Yield: 4 servings
|2 pounds||Short ribs or chuck with bone in 1 - 4 pieces|
|2 larges||Onions, sliced|
|3||To 4 stalks celery, sliced|
|1 cup||Ground liver (1/2 lb)|
|1 cup||Dried bread crumbs|
|3 tablespoons||Flour, all-purpose|
|2||Carrots, halved, pared|
|⅛ teaspoon||Dried marjoram|
|1 clove||Garlic, minced|
SOUP: Wash meat; place in large kettle; add onions and celery (include tops), salt, pepper and water. Cover; bring to a boil; then skim off scum. Reduce heat so meat just simmers; then cook 1½ hours. Add carrots, tomatoes, and parsley; cook 1 hour or until meat is tender.
Meanwhile, make liver balls.

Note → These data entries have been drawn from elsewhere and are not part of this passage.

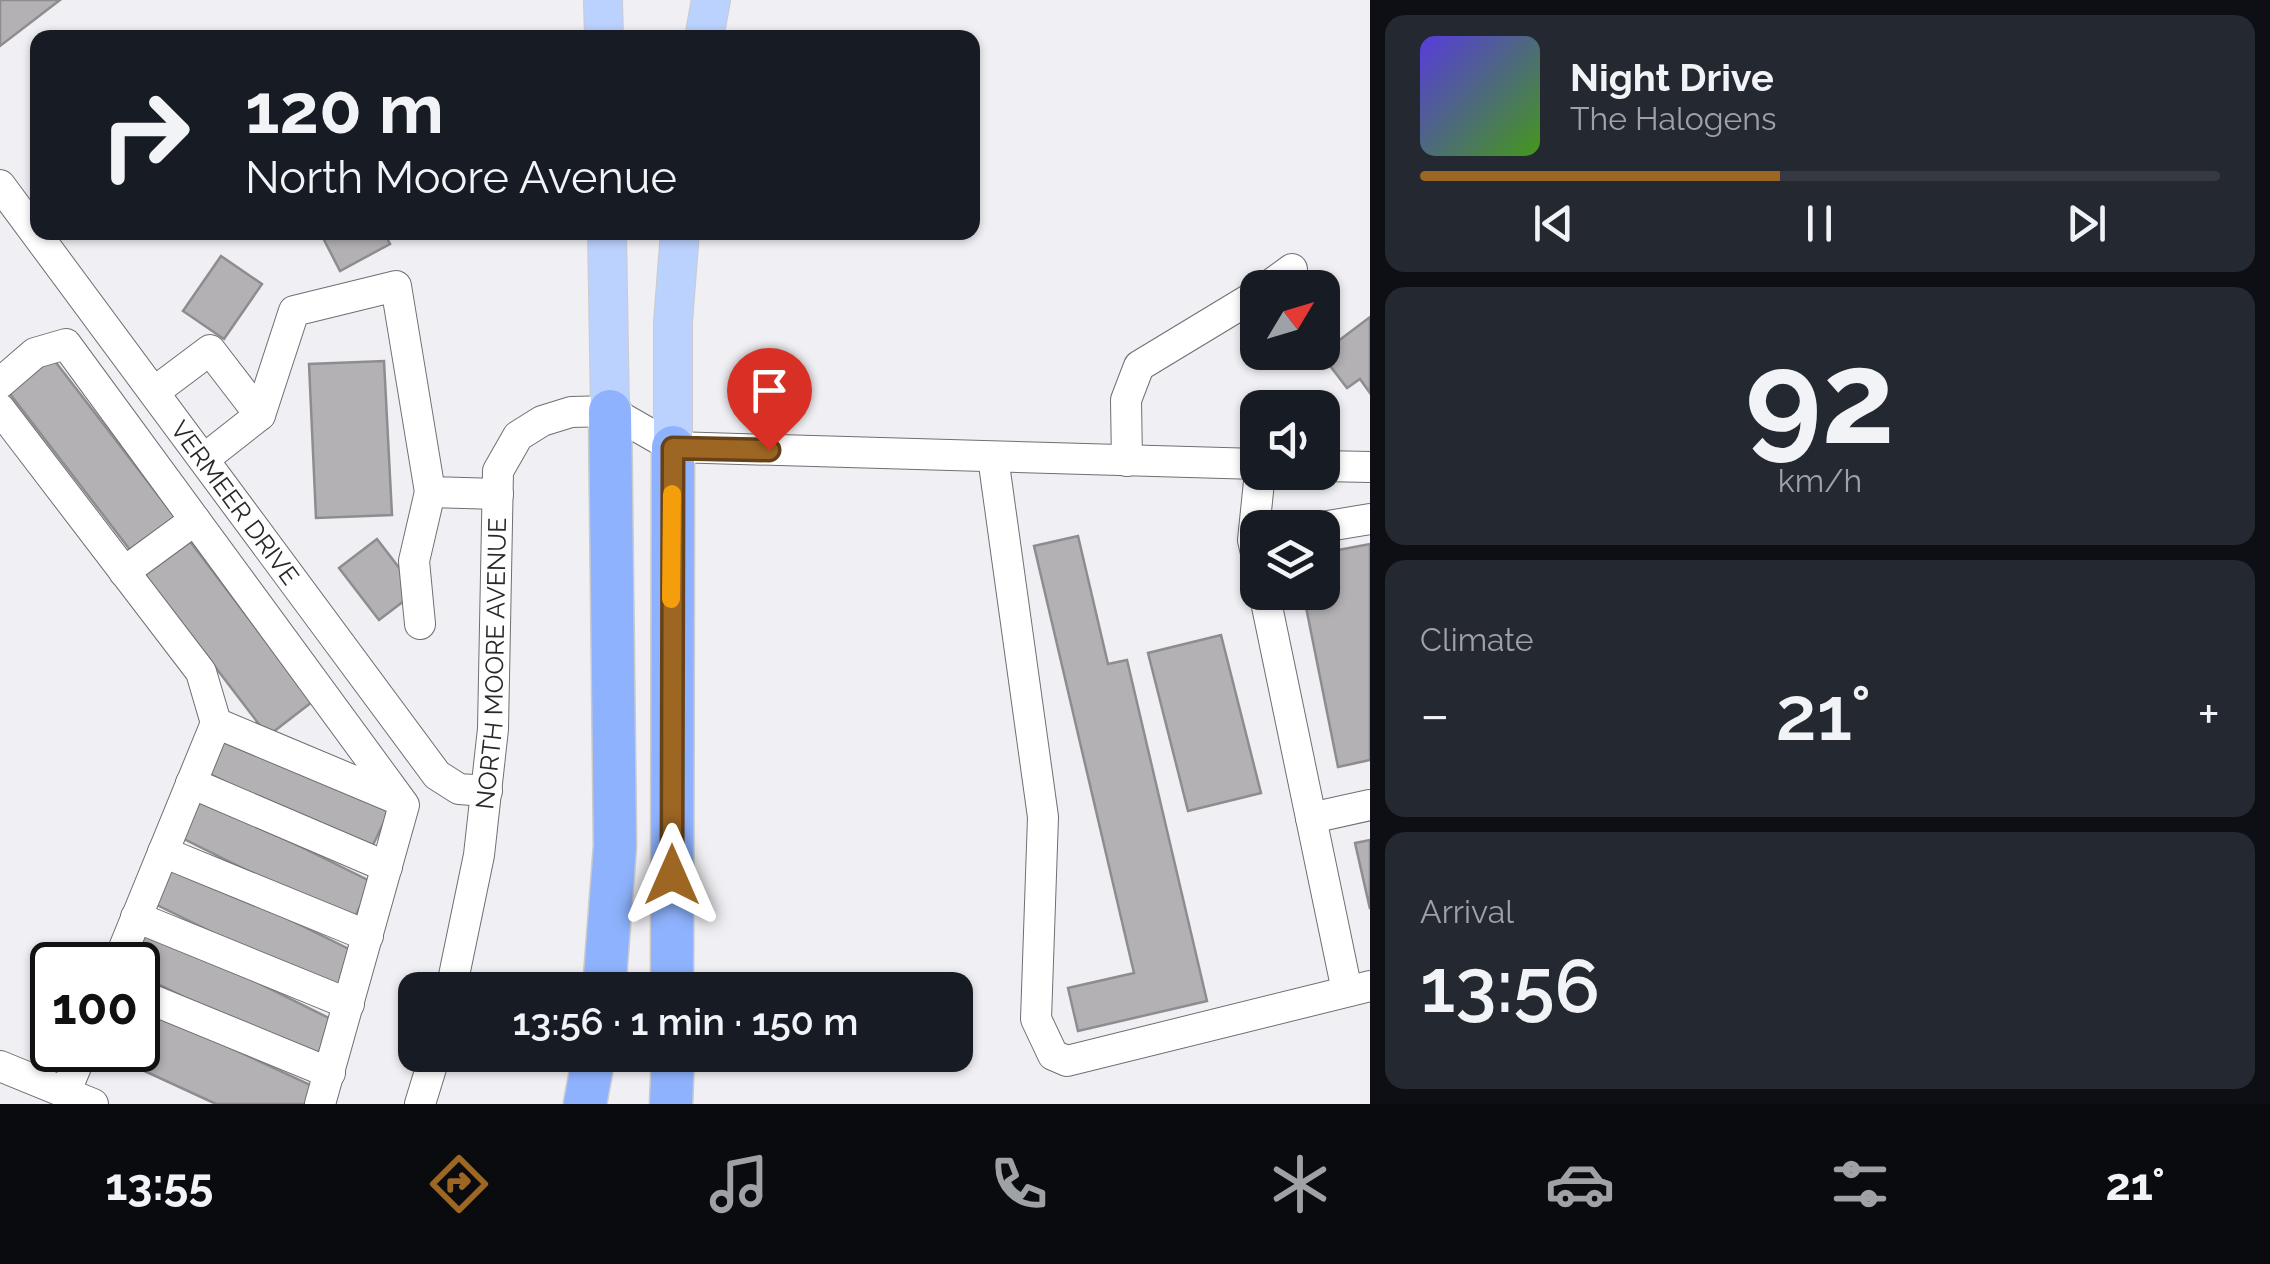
<!DOCTYPE html>
<html lang="en">
<head>
<meta charset="utf-8">
<style>
	:root { --surface:#171b24; --page:#242831; --text:#f1f3f6; --muted:#9ea1a6; --line:#363941; --accent:#9e6623 }
	body { margin:0; font-family:Raleway,sans-serif; background:var(--page); color:var(--text); height:100vh; display:flex; flex-direction:column; font-size:38px; white-space:nowrap }
	* { box-sizing:border-box; margin:0 }
	p { font-size:32px; color:var(--muted) }
	.icon { flex:none; width:55px; height:55px; fill:none; stroke:currentColor; stroke-width:2; stroke-linecap:round; stroke-linejoin:round }
	.map { position:relative; flex:1; overflow:hidden }
	.drawer { display:flex; flex-direction:column; gap:15px; padding:15px; background:#0d0f14; width:900px }
	.drawer>* { flex:none }
	.banner { position:absolute; left:30px; top:30px; width:950px; height:210px; border-radius:20px; box-shadow:0 2px 8px #0004; background:#171b24; color:var(--text); overflow:hidden }
	.needle { width:65px; rotate:52deg }
	.buttons { position:absolute; left:1240px; top:270px; display:grid; gap:20px }
	.buttons a { display:grid; place-items:center; width:100px; height:100px; border-radius:20px; background:var(--surface); box-shadow:0 2px 8px #0004; font-size:50px }
	.speed { position:absolute; left:30px; top:942px; display:flex; gap:20px; font-size:50px; font-weight:700; text-align:center }
	.speed>* { display:grid; place-content:center; width:130px; height:130px; border-radius:50%; background:var(--surface); box-shadow:0 2px 8px #0004; line-height:1 }
	.speed .limit { border:5px solid #111; border-radius:15px; background:#fff; color:#111 }
	.pin { position:absolute; display:grid; place-items:center; width:85px; height:85px; color:#fff; margin:-102px -42px; border-radius:50% 50% 50% 0; rotate:-45deg; box-shadow:0 0 10px #0007 }
	.pin .icon { rotate:45deg }
	.me { position:absolute; width:110px; margin:-55px; rotate:0deg; stroke-linejoin:round; filter:drop-shadow(0 0 8px #0008) }
	.turn { display:flex; align-items:center; gap:35px; height:210px; padding:0 50px; font-size:45px }
	.turn .icon { width:130px; height:130px; stroke-width:2.5 }
	.turn b { display:block; font-size:70px; line-height:85px }
	.big { font-size:75px; font-weight:600; line-height:1.1 }
	.drawer .card { flex:1; display:flex; flex-direction:column; justify-content:center; gap:15px; min-width:0; padding:0 35px; border-radius:20px; background:var(--page) }
	.drawer .dial { align-items:center; gap:0 }
	.dial b { font-size:130px; line-height:1 }
	.song { display:flex; align-items:center; gap:30px }
	.cover { width:120px; height:120px; border-radius:15px; background:linear-gradient(135deg,hsl(250 70% 55%),hsl(100 70% 35%)) }
	.played { height:10px; border-radius:5px; background:linear-gradient(90deg,var(--accent) 45%,var(--line) 45%) }
	.keys { display:flex; justify-content:space-around; direction:ltr }
	.heat { display:flex; justify-content:space-between; align-items:center; font-size:55px; direction:ltr }
	.trip { position:absolute; left:398px; top:972px; width:575px; height:100px; border-radius:20px; background:var(--surface); box-shadow:0 2px 8px #0004; font-weight:600; line-height:100px; text-align:center }
	.dock { display:flex; height:160px; justify-content:space-around; align-items:center; background:#090b0e; color:var(--muted) }
	.dock .icon { width:70px; height:70px }
	.dock .on { color:var(--accent) }
	.dock b { font-size:45px; color:var(--text) }
	main { display:flex; flex:1; min-height:0 }
	.map>svg:first-child { display:block }
	.building { fill:#b4b1b5; stroke:#8f8c90; stroke-width:2.5 }
	.lines { fill:none; stroke-linecap:round; stroke-linejoin:round }
	.minor-casing { stroke:#6f6f73; stroke-width:32 }
	.major-casing { stroke:#cbcbcc; stroke-width:40 }
	.highway-casing { stroke:#cbcbcc; stroke-width:45 }
	.minor { stroke:#fff; stroke-width:30 }
	.major { stroke:#bbd1fe; stroke-width:38 }
	.highway { stroke:#8eb2fd; stroke-width:42 }
	.route-casing { stroke:#674217; stroke-width:25 }
	.route { stroke:#9e6623; stroke-width:18 }
	.slow { stroke:#f59e0b; stroke-width:18 }
	.labels { text-anchor:middle; dominant-baseline:central; stroke-width:8; stroke-linejoin:round; paint-order:stroke }
	.street-label { font-size:25px; fill:#28282a; stroke:#fff }
</style>
</head>
<body>
<main>
<div class="map">
<svg width="1370" height="1104" viewBox="0 0 1370 1104">
	<rect width="100%" height="100%" fill="#f0f0f4"/>
	<path class="building" d="M 0,0 L 60,0 L 0,46 Z
		M 320,232 L 384,232 L 390,244 L 340,271 Z
		M 221,256 L 262,284 L 224,339 L 183,311 Z
		M 1370,317 L 1370,393 L 1360,379 L 1347,388 L 1321,354 Z
		M 51,356 L 178,521 L 134,555 L 7,390 Z
		M 384,361 L 392,515 L 316,518 L 309,364 Z
		M 186,536 L 312,702 L 268,736 L 141,570 Z
		M 1078,536 L 1108,664 L 1127,660 L 1207,1001 L 1078,1031 L 1068,988 L 1134,973 L 1034,546 Z
		M 377,539 L 417,591 L 379,620 L 339,568 Z
		M 1370,544 L 1370,760 L 1338,767 L 1303,592 L 1322,592 L 1322,553 Z
		M 1221,635 L 1261,793 L 1188,811 L 1148,653 Z
		M 227,731 L 389,812 L 369,853 L 206,772 Z
		M 200,797 L 372,882 L 352,923 L 180,837 Z
		M 1370,840 L 1370,909 L 1355,843 Z
		M 173,862 L 355,952 L 335,993 L 153,903 Z
		M 147,928 L 339,1023 L 318,1064 L 138,974 L 138,965 L 129,965 Z
		M 138,1005 L 317,1088 L 310,1104 L 216,1104 L 99,1050 L 138,1050 Z"/>
	<g class="lines">
		<defs>
			<g id="minor">
				<path id="s1" d="M 0,185 L 437,775 L 459,789 L 487,791"/>
				<path d="M 1266,288 L 1292,269"/>
				<path d="M 0,383 L 35,353 L 66,344 L 404,805 L 320,1104"/>
				<path d="M 154,392 L 210,350 L 260,415"/>
				<path d="M 0,409 L 201,672 L 216,723 L 117,965"/>
				<path d="M 993,457 L 1043,817 L 1036,1019 L 1053,1055 L 1067,1061 L 1370,986"/>
				<path d="M 204,459 L 260,415 L 294,311 L 396,286 L 430,492 L 498,494"/>
				<path d="M 1127,461 L 1126,400 L 1139,366 L 1258,294"/>
				<path d="M 1322,466 L 1370,467"/>
				<path d="M 1316,528 L 1370,519"/>
				<path d="M 1258,562 L 1253,540 L 1260,472"/>
				<path d="M 124,572 L 195,520"/>
				<path d="M 1264,592 L 1347,991"/>
				<path d="M 420,624 L 414,561 L 430,492"/>
				<path d="M 216,723 L 397,799"/>
				<path d="M 191,783 L 387,867"/>
				<path d="M 1311,818 L 1370,805"/>
				<path d="M 163,852 L 368,936"/>
				<path d="M 136,917 L 349,1004"/>
				<path id="s2" d="M 451,990 L 479,855 L 493,729 L 498,471 L 518,436 L 542,421 L 571,412 L 610,411 L 673,447 L 1258,464"/>
				<path d="M 138,994 L 330,1073"/>
				<path d="M 0,1066 L 93,1104"/>
				<path d="M 65,1093 L 83,1050"/>
				<path d="M 420,1104 L 435,1055"/>
			</g>
			<path id="major" d="M 603,0 L 604,38
				M 704,38 L 711,0
				M 607,232 L 610,411
				M 673,447 L 673,322 L 680,232"/>
			<path id="highway" d="M 604,990 L 615,846 L 610,411
				M 672,990 L 673,447
				M 585,1104 L 594,1055
				M 671,1104 L 673,1055"/>
		</defs>
		<use href="#minor" class="minor-casing"/>
		<use href="#major" class="major-casing"/>
		<use href="#highway" class="highway-casing"/>
		<use href="#minor" class="minor"/>
		<use href="#major" class="major"/>
		<use href="#highway" class="highway"/>
	</g>
	<g class="lines">
		<defs>
			<path id="route" d="M 672,875 L 673,448 L 769,450"/>
		</defs>
		<use href="#route" class="route-casing"/>
		<use href="#route" class="route"/>
		<path class="slow" d="M 671,599 L 672,494"/>
	</g>
	<g class="labels">
		<g class="street-label">
			<text stroke="none"><textPath href="#s1" startOffset="395">VERMEER DRIVE</textPath></text>
			<text stroke="none"><textPath href="#s2" startOffset="330">NORTH MOORE AVENUE</textPath></text>
		</g>
	</g>
</svg>
<div class="buttons">
<a><svg class="needle" viewBox="-14 -14 28 28"><path d="M0-13l5 13h-10z" fill="#e53935"/><path d="M0 13l5-13h-10z" fill="#9ea1a6"/></svg></a>
<a><svg class="icon" aria-label="sound" viewBox="0 0 24 24"><path d="M4 9h4l5-4v14l-5-4H4zM17 9q2 3 0 6"/></svg></a>
<a><svg class="icon" aria-label="layers" viewBox="0 0 24 24"><path d="M12 4l9 5-9 5-9-5zM3 14l9 5 9-5"/></svg></a>
</div>
<div class="speed"><div class="limit">100</div></div>
<div class="pin" style="left:769px;top:450px;background:#d93025"><svg class="icon" aria-label="arrive" viewBox="0 0 24 24"><path d="M6 21V4h12l-3 4 3 4H6"/></svg></div>
<svg class="me" style="left:672px;top:875px" viewBox="-20 -20 40 40"><path d="M0-17L14 15 0 8-14 15z" fill="#9e6623" stroke="#fff" stroke-width="4"/></svg>
<div class="trip">13:56 · 1 min · 150 m</div>
<div class="banner">
<div class="turn"><svg class="icon" aria-label="right" viewBox="0 0 24 24"><path d="M7 20v-9h11M14 6l5 5-5 5"/></svg><div><b>120 m</b>North Moore Avenue</div></div>
</div>
</div>
<section class="drawer">
<div class="card">
<div class="song"><i class="cover"></i><div><b>Night Drive</b><p>The Halogens</p></div></div>
<div class="played"></div>
<div class="keys"><svg class="icon" aria-label="previous" viewBox="0 0 24 24"><path d="M18 5L8 12l10 7zM5 5v14"/></svg><svg class="icon" aria-label="pause" viewBox="0 0 24 24"><path d="M8 5v14M16 5v14"/></svg><svg class="icon" aria-label="next" viewBox="0 0 24 24"><path d="M6 5l10 7-10 7zM19 5v14"/></svg></div>
</div>
<div class="card dial"><b>92</b><p>km/h</p></div>
<div class="card"><p>Climate</p>
<div class="heat"><a>−</a><b class="big">21°</b><a>+</a></div>
</div>
<div class="card"><p>Arrival</p><b class="big">13:56</b></div>
</section>
</main>
<nav class="dock">
<b>13:55</b>
<svg class="icon on" aria-label="directions" viewBox="0 0 24 24"><path d="M12 3l9 9-9 9-9-9zM9 14v-3h6M13 9l2 2-2 2"/></svg>
<svg class="icon" aria-label="music" viewBox="0 0 24 24"><path d="M9 18V5l10-2v13"/><circle cx="6" cy="18" r="3"/><circle cx="16" cy="16" r="3"/></svg>
<svg class="icon" aria-label="phone" viewBox="0 0 24 24"><path d="M5 4h4l2 5-3 2q2 4 5 5l2-3 5 2v4C11 20 4 13 5 4z"/></svg>
<svg class="icon" aria-label="climate" viewBox="0 0 24 24"><path d="M12 3v18M4 7l16 10M4 17L20 7"/></svg>
<svg class="icon" aria-label="car" viewBox="0 0 24 24"><path d="M5 17H2v-5l4-1 3-4h7l3 4 3 1v5h-3M9 17h6M6 11h13"/><circle cx="7" cy="17" r="2"/><circle cx="17" cy="17" r="2"/></svg>
<svg class="icon" aria-label="filters" viewBox="0 0 24 24"><path d="M4 7h16M4 17h16"/><circle cx="9" cy="7" r="2"/><circle cx="15" cy="17" r="2"/></svg>
<b>21°</b>
</nav>
</body>
</html>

LIVER BALLS: Combine liver with bread crumbs, flour, eggs, parsley, salt, pepper, marjoram, mace and garlic. Let stand until soup is done; then shape into balls about the size of golf balls. Remove tender meat, bone, and carrots from soup; cut meat and carrots into bite-sized pieces; return to soup. Then bring soup to a boil; drop in liver balls, cover; cook 10 minutes.